# AAAAAAAAAAAAAAAAAnalysis

This notebooks documents the scraping of submissions and comments from the /r/AAAAAAAAAAAAAAAAA subreddit, a subreddit dedicated to.. well.. AAAAAAAAAAAAAAAAA.

The notebook is split into the sections:

1. Scraping data with the pmaw API
2. Cleaning the data to remove uninteresting entries (deleted posts, automoderator comments etc..)
3. Plotting of various quantities from the scraped data

# Data Scraping

Scraping submissions and comments using the pmaw API, mostly following the guidelines here: https://pypi.org/project/pmaw/. Took ~40 minutes to scrape everything.

In [1]:
import os
import pandas as pd

from pmaw import PushshiftAPI
api = PushshiftAPI()

def scrape_submissions(subreddit, output_csv, limit=1000, before=None, after=None, overwrite_csv=False):
    
    if os.path.exists(output_csv) and not overwrite_csv:
        print("{} Already exists, not overwriting".format(output_csv))
        return
    
    if before and after:
        submissions = api.search_submissions(subreddit=subreddit, limit=limit, before=before, after=after)
    else:
        submissions = api.search_submissions(subreddit=subreddit, limit=limit)
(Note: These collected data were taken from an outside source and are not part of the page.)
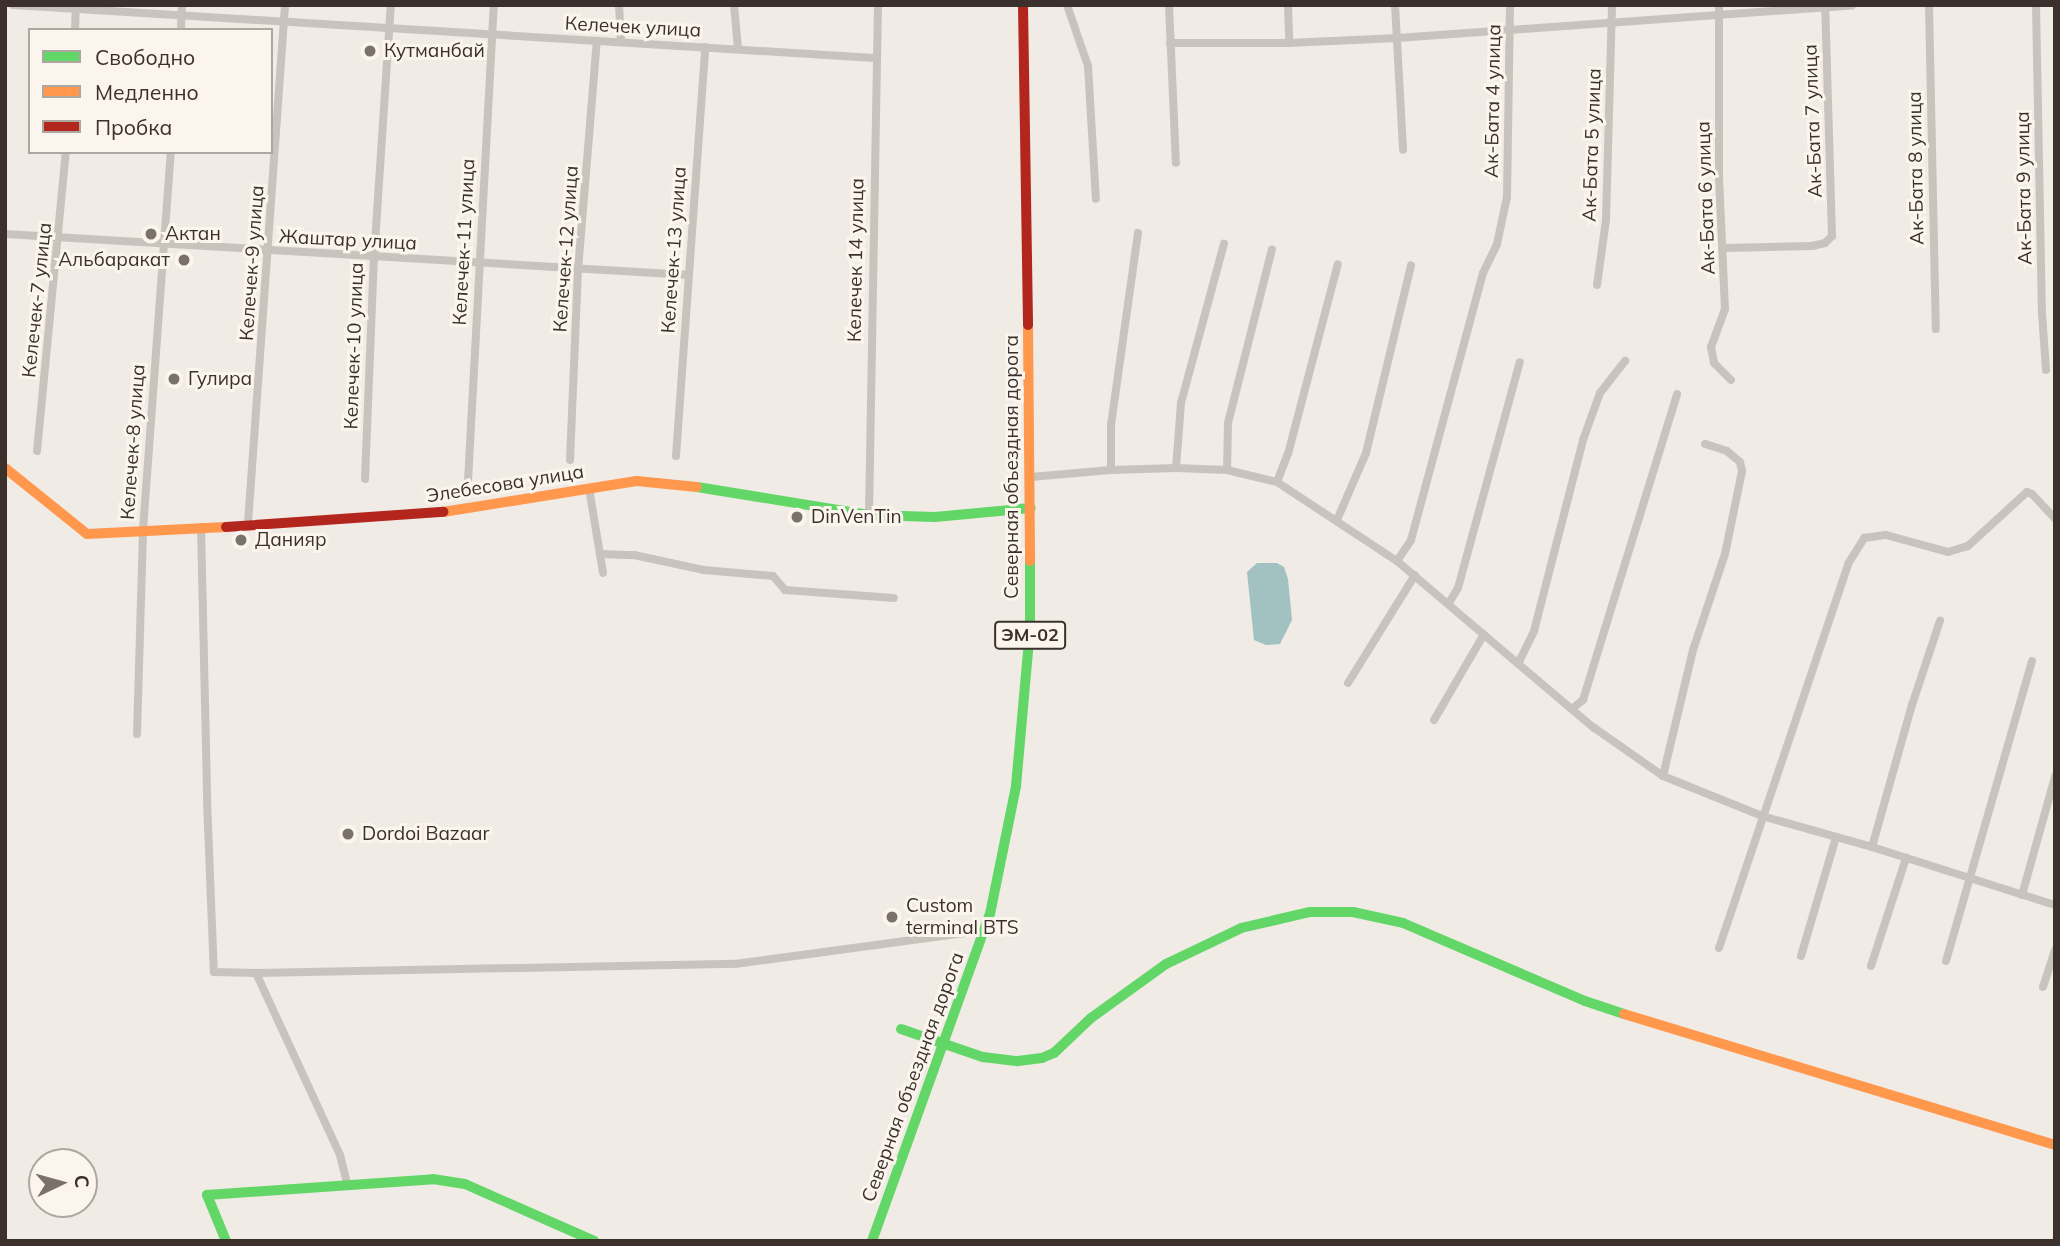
<!DOCTYPE html>
<html>
<head>
<meta charset="utf-8">
<style>
  body { margin:0 }
  #map { position:relative; width:2060px; height:1246px; overflow:hidden; background:#f0ebe5; font-family:Mulish,sans-serif }
  div>[style] { position:absolute }
  .water>* { inset:0; background:#a1c2c1 }
  .street>* { height:8px; margin:-4px; padding:0 4px; transform-origin:4px; border-radius:4px; background:#c9c3be }
  .fast>* { height:10px; margin:-5px; padding:0 5px; transform-origin:5px; border-radius:5px; background:#63d668 }
  .slow>* { height:10px; margin:-5px; padding:0 5px; transform-origin:5px; border-radius:5px; background:#ff974d }
  .jam>* { height:10px; margin:-5px; padding:0 5px; transform-origin:5px; border-radius:5px; background:#b3261e }
  .dots>* { width:19px; height:19px; translate:-50% -50%; box-sizing:border-box; border:4px solid #fbf5ee; border-radius:50% }
  span { translate:-50% -50%; white-space:nowrap; text-align:center; line-height:1.15; -webkit-text-stroke:6px #fbf5ee; paint-order:stroke }
  .shield-label span { padding:2px 5px; background:#fbf5ee; border:2px solid; border-radius:5px; -webkit-text-stroke-width:0 }
  .shield-label { font-size:18px; color:#3b302b; font-weight:700 }
  .street-label { font-size:19px; color:#3b302b }
  .poi-label { font-size:19px; color:#3b302b }
  .left { translate:0 -50%; text-align:left }
  .right { translate:-100% -50%; text-align:right }
  .frame { position:absolute; inset:0; border:7px solid #3b302b; pointer-events:none }
  .legend { position:absolute; left:28px; top:28px; width:245px; height:126px; box-sizing:border-box; background:#fbf5ee; border:2px solid #aea6a0; margin:0; padding:9px 12px; list-style:none; font-size:21px; color:#3b302b }
  .legend li { display:flex; align-items:center; gap:14px; height:35px }
  .legend b { width:35px; border:2px solid #aea6a0 }
  .north { position:absolute; left:28px; top:1148px; width:70px; height:70px; box-sizing:border-box; background:#fbf5ee; border:2px solid #aea6a0; border-radius:50%; rotate:85deg; font-size:19px; font-weight:700; line-height:28px; text-align:center; color:#3b302b }
  .north::after { content:''; display:block; margin:auto; width:24px; height:32px; background:#7a716c; clip-path:polygon(50% 0,100% 100%,50% 72%,0 100%) }
</style>
</head>
<body>
<div id="map">
  <div class="water">
    <i style="clip-path:polygon(1257px 563px,1277px 563px,1284px 567px,1288px 579px,1292px 620px,1280px 644px,1266px 645px,1254px 640px,1247px 572px)"></i>
  </div>
  <div class="street">
    <i style="left:13px;top:5px;width:863px;rotate:3.52deg"></i>
    <i style="left:619px;top:5px;width:36px;rotate:87deg"></i>
    <i style="left:734px;top:5px;width:43px;rotate:84.7deg"></i>
    <i style="left:1067px;top:5px;width:65px;rotate:71deg"></i>
    <i style="left:1088px;top:66px;width:133px;rotate:86.6deg"></i>
    <i style="left:1169px;top:5px;width:158px;rotate:87.5deg"></i>
    <i style="left:1288px;top:5px;width:38px;rotate:88deg"></i>
    <i style="left:1395px;top:5px;width:145px;rotate:86.8deg"></i>
    <i style="left:1719px;top:5px;width:172px;rotate:90deg"></i>
    <i style="left:1719px;top:177px;width:132px;rotate:87.4deg"></i>
    <i style="left:1725px;top:309px;width:40px;rotate:110.2deg"></i>
    <i style="left:1711px;top:347px;width:16px;rotate:79deg"></i>
    <i style="left:1714px;top:363px;width:24px;rotate:45deg"></i>
    <i style="left:1929px;top:5px;width:324px;rotate:88.8deg"></i>
    <i style="left:2036px;top:5px;width:308px;rotate:88.9deg"></i>
    <i style="left:2042px;top:313px;width:57px;rotate:86deg"></i>
    <i style="left:75px;top:30px;width:25px;rotate:-88deg"></i>
    <i style="left:181px;top:30px;width:25px;rotate:-88deg"></i>
    <i style="left:1170px;top:43px;width:119px"></i>
    <i style="left:1289px;top:43px;width:108px;rotate:-2.7deg"></i>
    <i style="left:1397px;top:38px;width:456px;rotate:-4.1deg"></i>
    <i style="left:5px;top:234px;width:685px;rotate:3.43deg"></i>
    <i style="left:1725px;top:248px;width:87px;rotate:-1.3deg"></i>
    <i style="left:1812px;top:246px;width:13px;rotate:-13deg"></i>
    <i style="left:1825px;top:243px;width:10px;rotate:-45deg"></i>
    <i style="left:1832px;top:236px;width:231px;rotate:-91.7deg"></i>
    <i style="left:1597px;top:285px;width:66px;rotate:-82.1deg"></i>
    <i style="left:1606px;top:220px;width:215px;rotate:-88.4deg"></i>
    <i style="left:37px;top:451px;width:300px;rotate:-84.5deg"></i>
    <i style="left:676px;top:456px;width:410px;rotate:-85.9deg"></i>
    <i style="left:570px;top:460px;width:190px;rotate:-87.6deg"></i>
    <i style="left:578px;top:270px;width:230px;rotate:-85.3deg"></i>
    <i style="left:1176px;top:468px;width:65px;rotate:-85.6deg"></i>
    <i style="left:1181px;top:403px;width:165px;rotate:-74.9deg"></i>
    <i style="left:1111px;top:470px;width:45px;rotate:-90deg"></i>
    <i style="left:1111px;top:425px;width:194px;rotate:-82deg"></i>
    <i style="left:1227px;top:470px;width:47px;rotate:-88.8deg"></i>
    <i style="left:1228px;top:423px;width:179px;rotate:-75.8deg"></i>
    <i style="left:1031px;top:477px;width:80px;rotate:-5deg"></i>
    <i style="left:1111px;top:470px;width:65px;rotate:-1.8deg"></i>
    <i style="left:1176px;top:468px;width:51px;rotate:2.2deg"></i>
    <i style="left:1227px;top:470px;width:51px;rotate:13.5deg"></i>
    <i style="left:1277px;top:482px;width:144px;rotate:33.4deg"></i>
    <i style="left:1397px;top:561px;width:257px;rotate:40.3deg"></i>
    <i style="left:1593px;top:727px;width:85px;rotate:35deg"></i>
    <i style="left:1663px;top:776px;width:107px;rotate:22deg"></i>
    <i style="left:1762px;top:816px;width:114px;rotate:15.7deg"></i>
    <i style="left:1872px;top:847px;width:192px;rotate:17.6deg"></i>
    <i style="left:365px;top:479px;width:221px;rotate:-87.7deg"></i>
    <i style="left:374px;top:258px;width:254px;rotate:-86.2deg"></i>
    <i style="left:468px;top:481px;width:477px;rotate:-86.9deg"></i>
    <i style="left:1277px;top:482px;width:30px;rotate:-69deg"></i>
    <i style="left:1288px;top:454px;width:196px;rotate:-75.3deg"></i>
    <i style="left:589px;top:488px;width:86px;rotate:80.6deg"></i>
    <i style="left:869px;top:515px;width:510px;rotate:-88.99deg"></i>
    <i style="left:1337px;top:520px;width:73px;rotate:-66.6deg"></i>
    <i style="left:1366px;top:453px;width:193px;rotate:-76.5deg"></i>
    <i style="left:248px;top:523px;width:519px;rotate:-85.91deg"></i>
    <i style="left:201px;top:527px;width:274px;rotate:88.7deg"></i>
    <i style="left:207px;top:801px;width:171px;rotate:87.7deg"></i>
    <i style="left:214px;top:972px;width:42px;rotate:1.4deg"></i>
    <i style="left:256px;top:973px;width:200px;rotate:65.2deg"></i>
    <i style="left:340px;top:1155px;width:30px;rotate:76deg"></i>
    <i style="left:600px;top:554px;width:34px;rotate:2deg"></i>
    <i style="left:634px;top:555px;width:72px;rotate:12.1deg"></i>
    <i style="left:704px;top:570px;width:69px;rotate:5deg"></i>
    <i style="left:773px;top:576px;width:18px;rotate:49deg"></i>
    <i style="left:785px;top:590px;width:109px;rotate:4.2deg"></i>
    <i style="left:1397px;top:561px;width:25px;rotate:-56deg"></i>
    <i style="left:1411px;top:540px;width:277px;rotate:-74.9deg"></i>
    <i style="left:1483px;top:273px;width:32px;rotate:-64deg"></i>
    <i style="left:1497px;top:244px;width:48px;rotate:-78deg"></i>
    <i style="left:1507px;top:197px;width:192px;rotate:-89.1deg"></i>
    <i style="left:1449px;top:603px;width:17px;rotate:-59deg"></i>
    <i style="left:1458px;top:588px;width:234px;rotate:-74.7deg"></i>
    <i style="left:1518px;top:664px;width:37px;rotate:-64deg"></i>
    <i style="left:1534px;top:631px;width:197px;rotate:-75.6deg"></i>
    <i style="left:1583px;top:440px;width:50px;rotate:-70.1deg"></i>
    <i style="left:1600px;top:393px;width:41px;rotate:-52deg"></i>
    <i style="left:1348px;top:683px;width:127px;rotate:-58.2deg"></i>
    <i style="left:1573px;top:708px;width:13px;rotate:-39deg"></i>
    <i style="left:1583px;top:700px;width:320px;rotate:-72.9deg"></i>
    <i style="left:1434px;top:720px;width:99px;rotate:-59.8deg"></i>
    <i style="left:137px;top:734px;width:204px;rotate:-88.3deg"></i>
    <i style="left:143px;top:530px;width:379px;rotate:-85.8deg"></i>
    <i style="left:1663px;top:776px;width:130px;rotate:-76.6deg"></i>
    <i style="left:1693px;top:650px;width:101px;rotate:-71.6deg"></i>
    <i style="left:1725px;top:554px;width:85px;rotate:-78.4deg"></i>
    <i style="left:1742px;top:471px;width:9px;rotate:-103deg"></i>
    <i style="left:1740px;top:462px;width:17px;rotate:-140deg"></i>
    <i style="left:1727px;top:451px;width:23px;rotate:-162deg"></i>
    <i style="left:1872px;top:847px;width:148px;rotate:-74.3deg"></i>
    <i style="left:1912px;top:705px;width:89px;rotate:-71.6deg"></i>
    <i style="left:2022px;top:895px;width:123px;rotate:-74.4deg"></i>
    <i style="left:1719px;top:948px;width:405px;rotate:-71.4deg"></i>
    <i style="left:1848px;top:564px;width:31px;rotate:-58deg"></i>
    <i style="left:1864px;top:538px;width:22px;rotate:-8deg"></i>
    <i style="left:1886px;top:535px;width:64px;rotate:15.3deg"></i>
    <i style="left:1948px;top:552px;width:21px;rotate:-17deg"></i>
    <i style="left:1968px;top:546px;width:80px;rotate:-42.5deg"></i>
    <i style="left:2027px;top:492px;width:5px;rotate:22deg"></i>
    <i style="left:2032px;top:494px;width:34px;rotate:47deg"></i>
    <i style="left:1801px;top:956px;width:124px;rotate:-73.6deg"></i>
    <i style="left:1946px;top:961px;width:312px;rotate:-74deg"></i>
    <i style="left:1871px;top:966px;width:114px;rotate:-72deg"></i>
    <i style="left:256px;top:973px;width:479px;rotate:-1.1deg"></i>
    <i style="left:735px;top:964px;width:252px;rotate:-7.7deg"></i>
    <i style="left:2043px;top:987px;width:39px;rotate:-72deg"></i>
  </div>
  <div class="fast">
    <i style="left:697px;top:487px;width:174px;rotate:9.2deg"></i>
    <i style="left:869px;top:515px;width:66px;rotate:1.7deg"></i>
    <i style="left:935px;top:517px;width:96px;rotate:-5.4deg"></i>
    <i style="left:901px;top:1029px;width:87px;rotate:18.9deg"></i>
    <i style="left:983px;top:1057px;width:35px;rotate:7deg"></i>
    <i style="left:1018px;top:1061px;width:24px;rotate:-7deg"></i>
    <i style="left:1042px;top:1058px;width:13px;rotate:-23deg"></i>
    <i style="left:1054px;top:1053px;width:51px;rotate:-43.4deg"></i>
    <i style="left:1091px;top:1018px;width:92px;rotate:-35.8deg"></i>
    <i style="left:1166px;top:964px;width:83px;rotate:-25.6deg"></i>
    <i style="left:1241px;top:928px;width:71px;rotate:-13.1deg"></i>
    <i style="left:1310px;top:912px;width:43px"></i>
    <i style="left:1353px;top:912px;width:51px;rotate:12.4deg"></i>
    <i style="left:1403px;top:923px;width:198px;rotate:23.2deg"></i>
    <i style="left:1585px;top:1001px;width:41px;rotate:18.4deg"></i>
    <i style="left:226px;top:1241px;width:50px;rotate:-112.4deg"></i>
    <i style="left:207px;top:1195px;width:227px;rotate:-4deg"></i>
    <i style="left:433px;top:1179px;width:32px;rotate:9deg"></i>
    <i style="left:465px;top:1184px;width:141px;rotate:23.8deg"></i>
    <i style="left:872px;top:1241px;width:348px;rotate:-70.2deg"></i>
    <i style="left:990px;top:914px;width:131px;rotate:-78.5deg"></i>
    <i style="left:1016px;top:786px;width:157px;rotate:-84.9deg"></i>
    <i style="left:1030px;top:630px;width:69px;rotate:-90deg"></i>
  </div>
  <div class="slow">
    <i style="left:1028px;top:325px;width:236px;rotate:89.5deg"></i>
    <i style="left:5px;top:468px;width:105px;rotate:38.8deg"></i>
    <i style="left:87px;top:534px;width:139px;rotate:-2.9deg"></i>
    <i style="left:443px;top:512px;width:196px;rotate:-9.1deg"></i>
    <i style="left:637px;top:481px;width:60px;rotate:5.7deg"></i>
    <i style="left:1624px;top:1014px;width:450px;rotate:16.9deg"></i>
  </div>
  <div class="jam">
    <i style="left:1023px;top:5px;width:320px;rotate:89.1deg"></i>
    <i style="left:226px;top:527px;width:218px;rotate:-4deg"></i>
  </div>
  <div class="dots">
    <i style="left:370px;top:51px;background:#7a716c"></i>
    <i style="left:151px;top:234px;background:#7a716c"></i>
    <i style="left:184px;top:260px;background:#7a716c"></i>
    <i style="left:174px;top:379px;background:#7a716c"></i>
    <i style="left:797px;top:517px;background:#7a716c"></i>
    <i style="left:241px;top:540px;background:#7a716c"></i>
    <i style="left:348px;top:834px;background:#7a716c"></i>
    <i style="left:892px;top:917px;background:#7a716c"></i>
  </div>
  <div class="shield-label">
    <span style="left:1030px;top:635px">ЭМ-02</span>
  </div>
  <div class="street-label">
    <span style="left:633px;top:27px;rotate:3deg">Келечек улица</span>
    <span style="left:1493px;top:101px;rotate:-89deg">Ак-Бата 4 улица</span>
    <span style="left:1813px;top:121px;rotate:-92deg">Ак-Бата 7 улица</span>
    <span style="left:1592px;top:145px;rotate:-88deg">Ак-Бата 5 улица</span>
    <span style="left:1916px;top:168px;rotate:-91deg">Ак-Бата 8 улица</span>
    <span style="left:2024px;top:188px;rotate:-91deg">Ак-Бата 9 улица</span>
    <span style="left:1706px;top:198px;rotate:-92deg">Ак-Бата 6 улица</span>
    <span style="left:348px;top:240px;rotate:3deg">Жаштар улица</span>
    <span style="left:464px;top:242px;rotate:-87deg">Келечек-11 улица</span>
    <span style="left:566px;top:249px;rotate:-86deg">Келечек-12 улица</span>
    <span style="left:674px;top:250px;rotate:-86deg">Келечек-13 улица</span>
    <span style="left:856px;top:260px;rotate:-89deg">Келечек 14 улица</span>
    <span style="left:252px;top:263px;rotate:-86deg">Келечек-9 улица</span>
    <span style="left:37px;top:300px;rotate:-84deg">Келечек-7 улица</span>
    <span style="left:354px;top:346px;rotate:-88deg">Келечек-10 улица</span>
    <span style="left:133px;top:442px;rotate:-86deg">Келечек-8 улица</span>
    <span style="left:1012px;top:467px;rotate:-90deg">Северная объездная дорога</span>
    <span style="left:505px;top:484px;rotate:-9deg">Элебесова улица</span>
    <span style="left:913px;top:1077px;rotate:-70deg">Северная объездная дорога</span>
  </div>
  <div class="poi-label">
    <span class="left" style="left:384px;top:51px">Кутманбай</span>
    <span class="left" style="left:165px;top:234px">Актан</span>
    <span class="right" style="left:170px;top:260px">Альбаракат</span>
    <span class="left" style="left:188px;top:379px">Гулира</span>
    <span class="left" style="left:811px;top:517px">DinVenTin</span>
    <span class="left" style="left:255px;top:540px">Данияр</span>
    <span class="left" style="left:362px;top:834px">Dordoi Bazaar</span>
    <span class="left" style="left:906px;top:917px">Custom<br>terminal BTS</span>
  </div>
  <div class="frame"></div>
  <ul class="legend">
  <li><b style="height:9px;background:#63d668"></b>Свободно</li>
  <li><b style="height:9px;background:#ff974d"></b>Медленно</li>
  <li><b style="height:9px;background:#b3261e"></b>Пробка</li>
  </ul>
  <div class="north">С</div>
</div>
</body>
</html>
    submission_df = pd.DataFrame(submissions)
    submission_df.to_csv(output_csv, header=True, index=False, columns=list(submission_df.axes[1]))

    print("\nSuccesfully Written {} submissions to {}".format(len(submission_df), output_csv))
    
    
def scrape_comments(subreddit, output_csv, limit=1000, before=None, after=None, overwrite_csv=False):
    
    if os.path.exists(output_csv) and not overwrite_csv:
        print("{} Already exists, not overwriting".format(output_csv))
        return
    
    if before and after:
        comments = api.search_comments(subreddit=subreddit, limit=limit, before=before, after=after)
    else:
        comments = api.search_comments(subreddit=subreddit, limit=limit)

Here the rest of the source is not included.